Dataset content Block Start

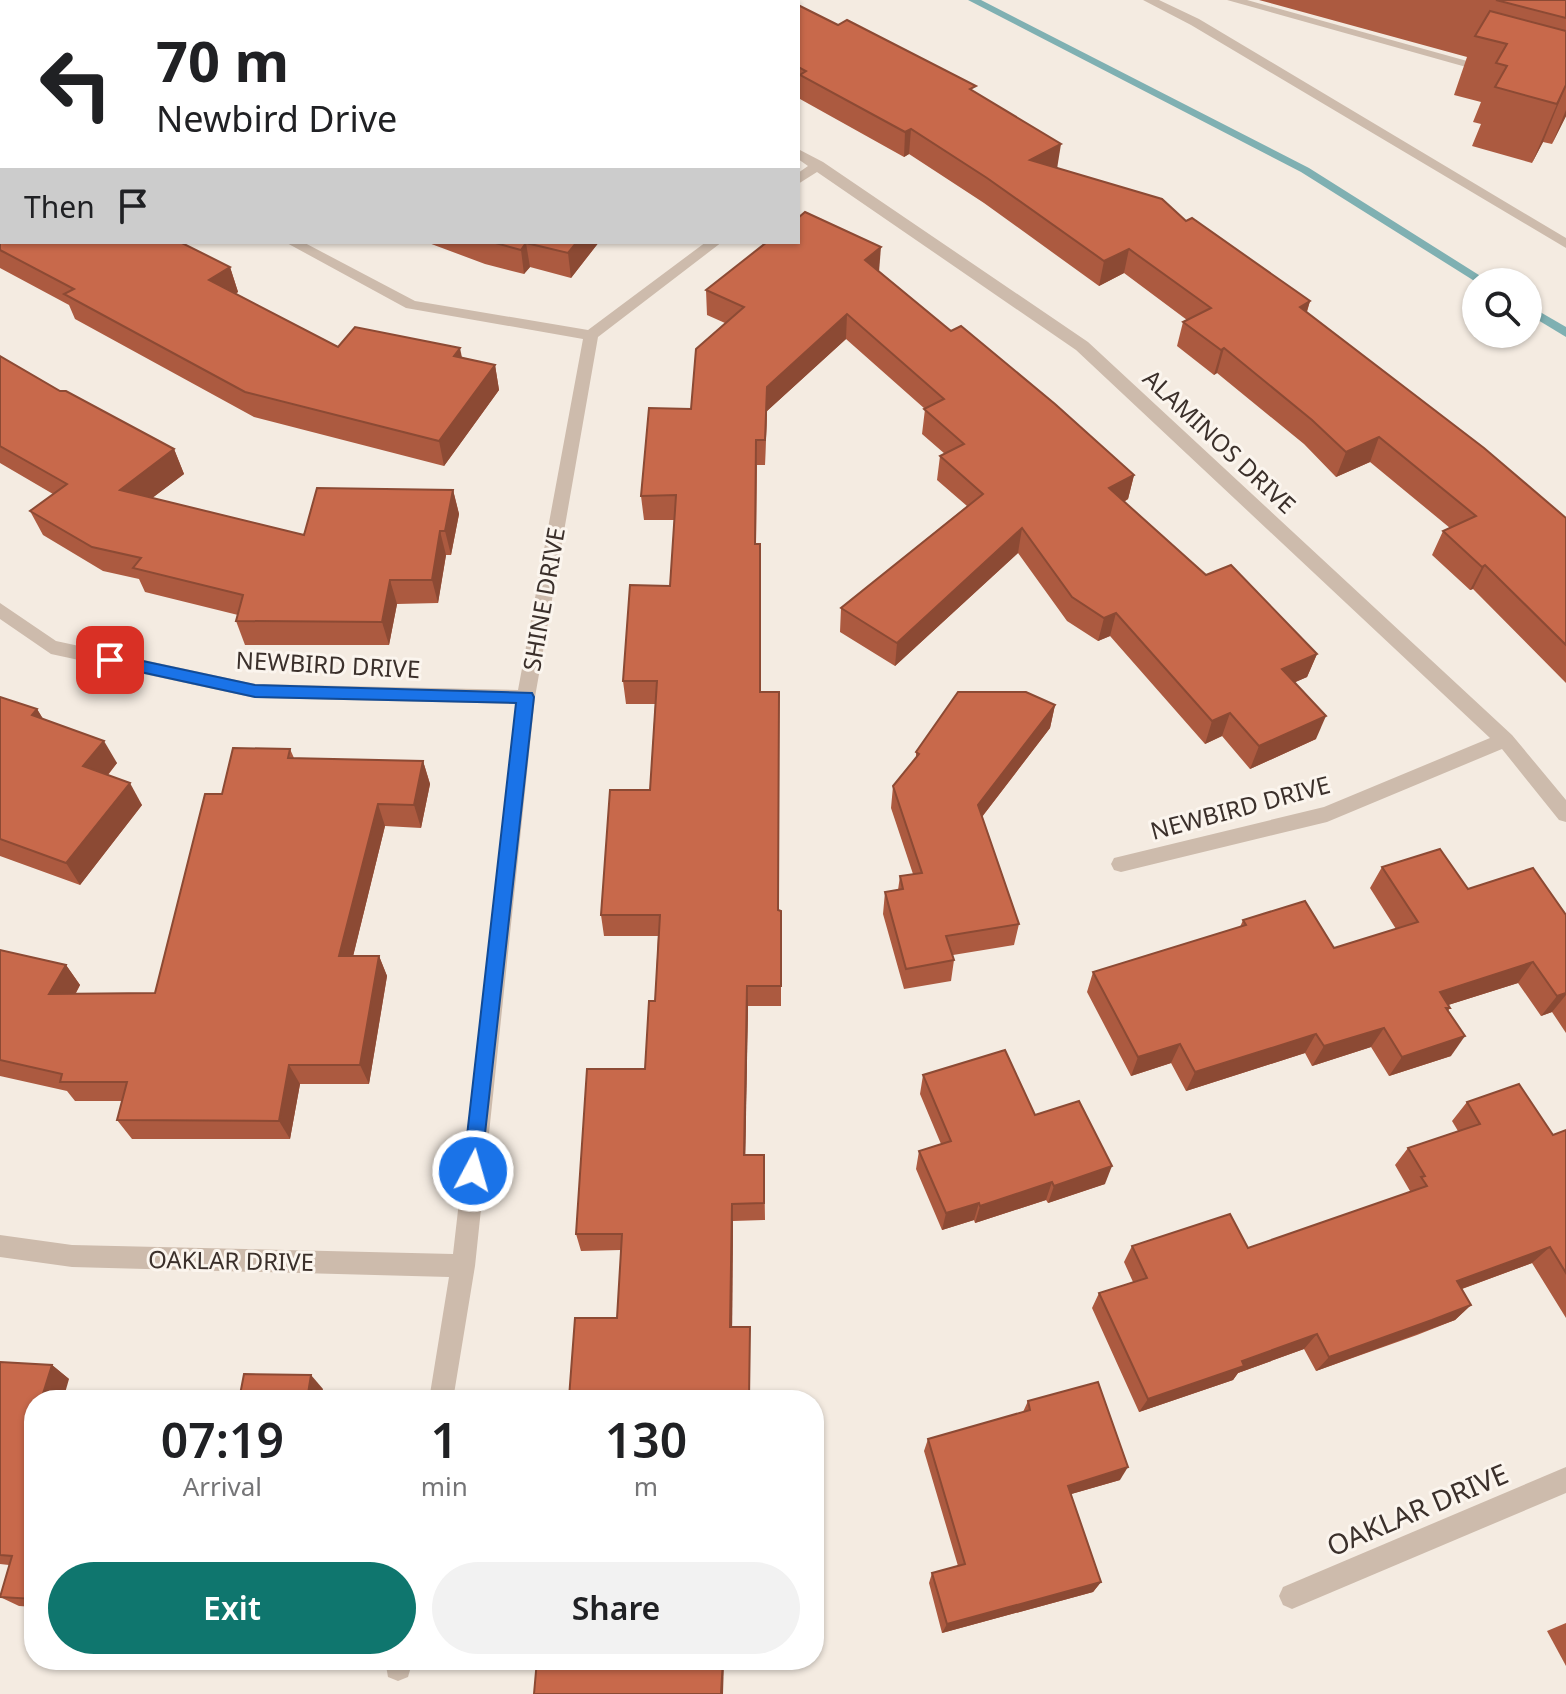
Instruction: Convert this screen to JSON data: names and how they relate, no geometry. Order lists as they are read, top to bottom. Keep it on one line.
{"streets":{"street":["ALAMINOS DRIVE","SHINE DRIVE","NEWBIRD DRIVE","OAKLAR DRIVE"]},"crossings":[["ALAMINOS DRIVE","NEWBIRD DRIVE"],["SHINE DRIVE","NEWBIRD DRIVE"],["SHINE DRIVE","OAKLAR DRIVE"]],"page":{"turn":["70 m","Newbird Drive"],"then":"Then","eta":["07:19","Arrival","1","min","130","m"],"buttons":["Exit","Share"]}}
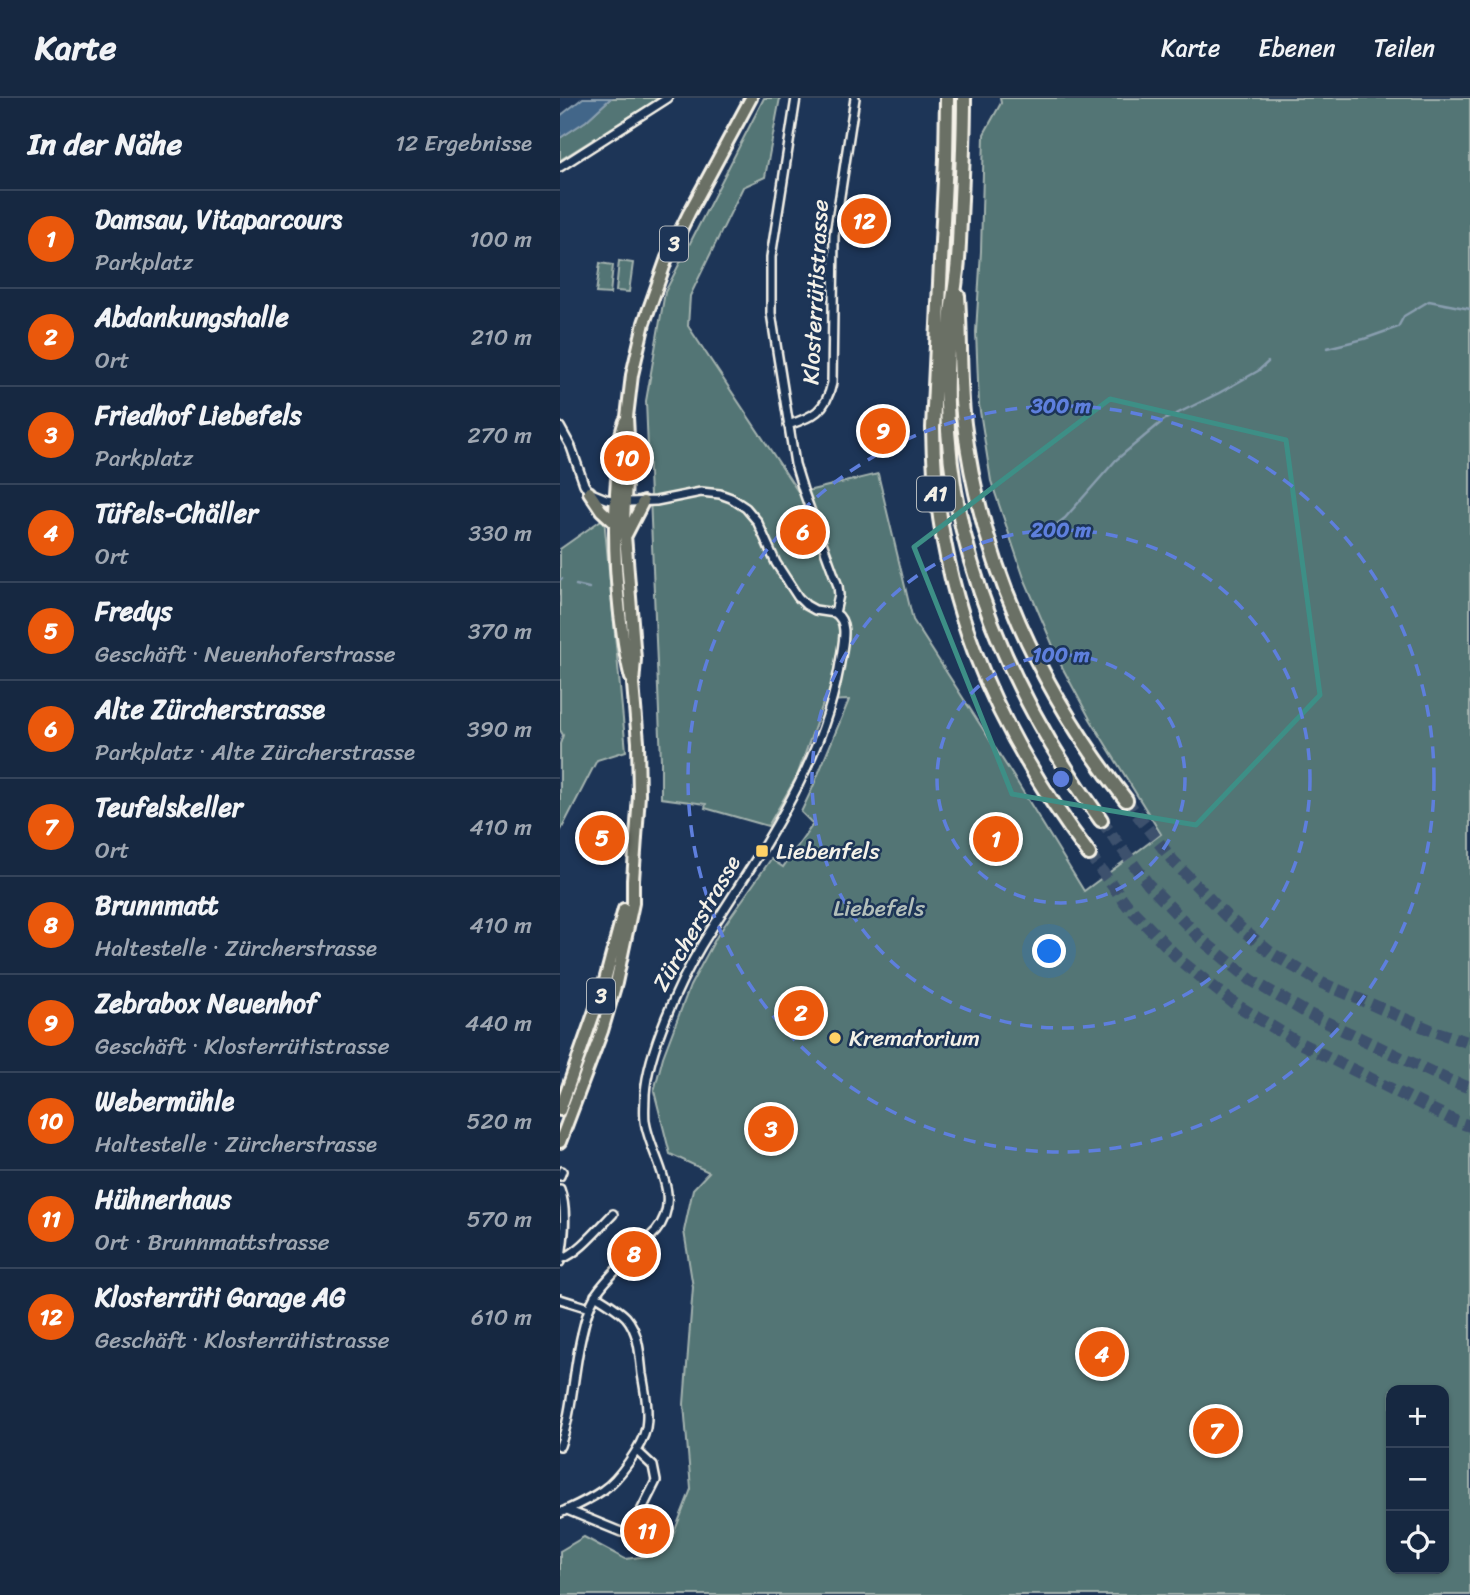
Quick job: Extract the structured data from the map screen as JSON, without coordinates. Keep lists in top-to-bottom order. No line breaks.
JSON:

Dataset content Block End

Work instructions
Drop every image, please, and write out the data above exactly as shown.

Written solution
Instruction: Convert this screen to JSON data: names and how they relate, no geometry. Order lists as they are read, top to bottom. Keep it on one line.
{"streets":{"street":["ALAMINOS DRIVE","SHINE DRIVE","NEWBIRD DRIVE","OAKLAR DRIVE"]},"crossings":[["ALAMINOS DRIVE","NEWBIRD DRIVE"],["SHINE DRIVE","NEWBIRD DRIVE"],["SHINE DRIVE","OAKLAR DRIVE"]],"page":{"turn":["70 m","Newbird Drive"],"then":"Then","eta":["07:19","Arrival","1","min","130","m"],"buttons":["Exit","Share"]}}
Quick job: Extract the structured data from the map screen as JSON, without coordinates. Keep lists in top-to-bottom order. No line breaks.
JSON:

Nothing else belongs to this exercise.